Task brief
Take each line of the listing that has the string "setLineDash" and report it.

Data

_ _ _ _

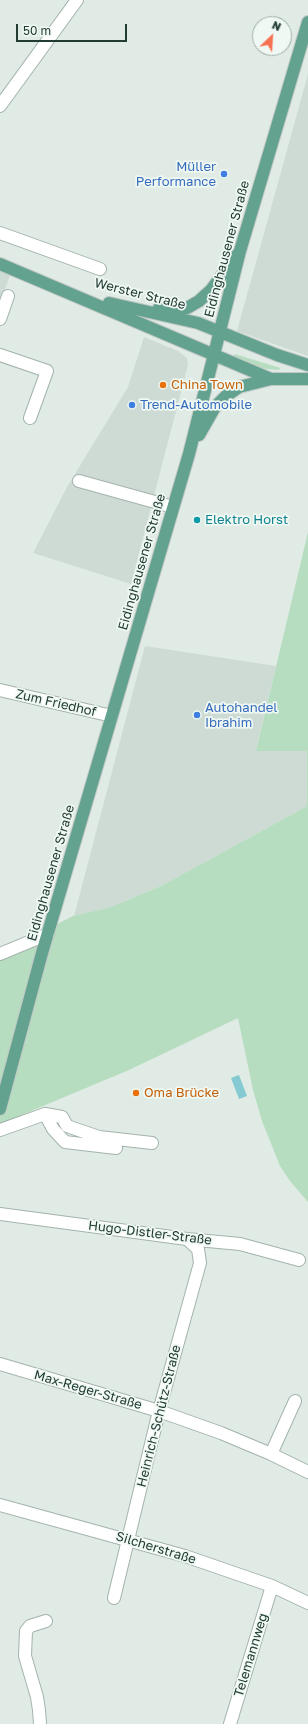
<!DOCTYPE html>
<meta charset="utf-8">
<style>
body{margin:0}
#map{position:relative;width:308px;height:1724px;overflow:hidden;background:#e0ebe5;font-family:"Golos Text",sans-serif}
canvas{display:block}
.north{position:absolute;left:252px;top:16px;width:40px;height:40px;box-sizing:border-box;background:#f0f8f3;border:1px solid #9dada6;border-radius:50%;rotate:25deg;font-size:11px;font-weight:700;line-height:16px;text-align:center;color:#203c33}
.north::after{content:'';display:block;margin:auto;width:14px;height:18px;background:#f67253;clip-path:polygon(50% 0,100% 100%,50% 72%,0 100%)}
.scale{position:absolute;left:16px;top:24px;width:111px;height:18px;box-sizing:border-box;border:2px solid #203c33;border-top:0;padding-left:5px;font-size:12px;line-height:14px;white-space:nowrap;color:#203c33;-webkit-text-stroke:3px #f0f8f3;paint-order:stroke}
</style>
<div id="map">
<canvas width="308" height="1724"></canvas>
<div class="north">N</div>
<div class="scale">50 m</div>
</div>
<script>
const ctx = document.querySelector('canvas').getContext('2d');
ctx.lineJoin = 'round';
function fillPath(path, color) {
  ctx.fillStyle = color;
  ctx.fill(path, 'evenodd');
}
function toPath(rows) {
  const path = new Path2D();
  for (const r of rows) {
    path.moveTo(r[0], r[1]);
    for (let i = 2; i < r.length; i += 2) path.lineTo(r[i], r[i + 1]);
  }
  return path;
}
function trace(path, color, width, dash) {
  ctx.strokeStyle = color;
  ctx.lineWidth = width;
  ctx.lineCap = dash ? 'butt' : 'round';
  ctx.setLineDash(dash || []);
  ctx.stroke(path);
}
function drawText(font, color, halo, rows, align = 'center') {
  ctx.font = font + ' "Golos Text",sans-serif';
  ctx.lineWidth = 3.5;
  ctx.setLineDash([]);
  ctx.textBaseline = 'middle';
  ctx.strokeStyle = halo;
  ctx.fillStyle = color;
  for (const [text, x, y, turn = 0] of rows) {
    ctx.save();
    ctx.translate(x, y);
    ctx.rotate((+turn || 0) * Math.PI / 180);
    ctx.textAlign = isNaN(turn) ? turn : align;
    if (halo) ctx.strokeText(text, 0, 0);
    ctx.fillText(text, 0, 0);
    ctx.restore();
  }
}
fillPath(toPath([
 [308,74,308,356,237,331],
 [0,267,11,272,0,304],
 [144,337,178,351,187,358,188,365,131,584,33,553,67,487,128,387],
 [145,646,276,666,256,750,308,751,307,806,163,885,111,907,74,916]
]), '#cedbd4');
fillPath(toPath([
 [235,354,280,368,279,370,257,368,233,357],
 [308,532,308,1202,290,1181,280,1166,262,1121,253,1090,238,1018,129,1070,0,1124,0,953,73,916,111,907,163,885,307,806,307,751,256,751]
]), '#b7ddc0');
fillPath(toPath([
 [239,1075,247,1096,239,1099,231,1078]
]), '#85cad2');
const minor = toPath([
 [0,106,77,0],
 [0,233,100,269],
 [0,319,8,296],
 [0,355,47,371,30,418],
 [79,481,173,507],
 [0,690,112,716],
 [0,954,48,934],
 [45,1114,53,1129,65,1142,116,1148],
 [0,1130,45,1114,62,1117,67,1126,99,1137,152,1143],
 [0,1214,187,1239,240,1244,299,1260],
 [0,1364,159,1411,221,1433,271,1454,308,1472],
 [271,1454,295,1401],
 [0,1505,185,1556,272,1586,308,1603],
 [114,1598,159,1411,200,1263,198,1249,187,1239],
 [40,1724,39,1710,37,1697,25,1656,26,1631,30,1626,46,1621],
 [230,1724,272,1586]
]);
const major = toPath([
 [0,264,271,379],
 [109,303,198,323,277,355,308,365],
 [159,308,173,310,187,308,199,301,211,290,237,255],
 [199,435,215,407,226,396,239,387,271,379,308,379],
 [0,1109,42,953,189,454,240,251,308,22]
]);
trace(minor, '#a3b3ac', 14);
trace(major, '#c1c8c6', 14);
trace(minor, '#fff', 12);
trace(major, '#63a28e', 12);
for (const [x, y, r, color] of [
 [224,174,4,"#3f7fe0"],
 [163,385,4,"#e8710a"],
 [132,405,4,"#3f7fe0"],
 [197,520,4,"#0f9aa8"],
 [197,715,4,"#3f7fe0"],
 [136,1093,4,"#e8710a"]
]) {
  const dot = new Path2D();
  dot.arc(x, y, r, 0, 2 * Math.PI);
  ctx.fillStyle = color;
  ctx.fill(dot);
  trace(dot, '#f0f8f3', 1.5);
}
drawText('13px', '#366cbe', '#f0f8f3', [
 ["Müller",216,167,"right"],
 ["Performance",216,182,"right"],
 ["Trend-Automobile",140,405],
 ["Autohandel",205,708],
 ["Ibrahim",205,723]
], 'left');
drawText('13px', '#203c33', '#f0f8f3', [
 ["Eidinghausener Straße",227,249,-75],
 ["Werster Straße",140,294,14],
 ["Eidinghausener Straße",142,562,-74],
 ["Zum Friedhof",56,703,13],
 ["Eidinghausener Straße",51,873,-74],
 ["Hugo-Distler-Straße",150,1233,7],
 ["Max-Reger-Straße",88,1390,16],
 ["Heinrich-Schütz-Straße",159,1416,-76],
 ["Silcherstraße",156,1548,17],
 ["Telemannweg",251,1655,-73]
]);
drawText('13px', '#c56008', '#f0f8f3', [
 ["China Town",171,385],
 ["Oma Brücke",144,1093]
], 'left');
drawText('13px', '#0d838f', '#f0f8f3', [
 ["Elektro Horst",205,520]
], 'left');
</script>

_ _ _ _

Result below
  ctx.setLineDash(dash || []);
  ctx.setLineDash([]);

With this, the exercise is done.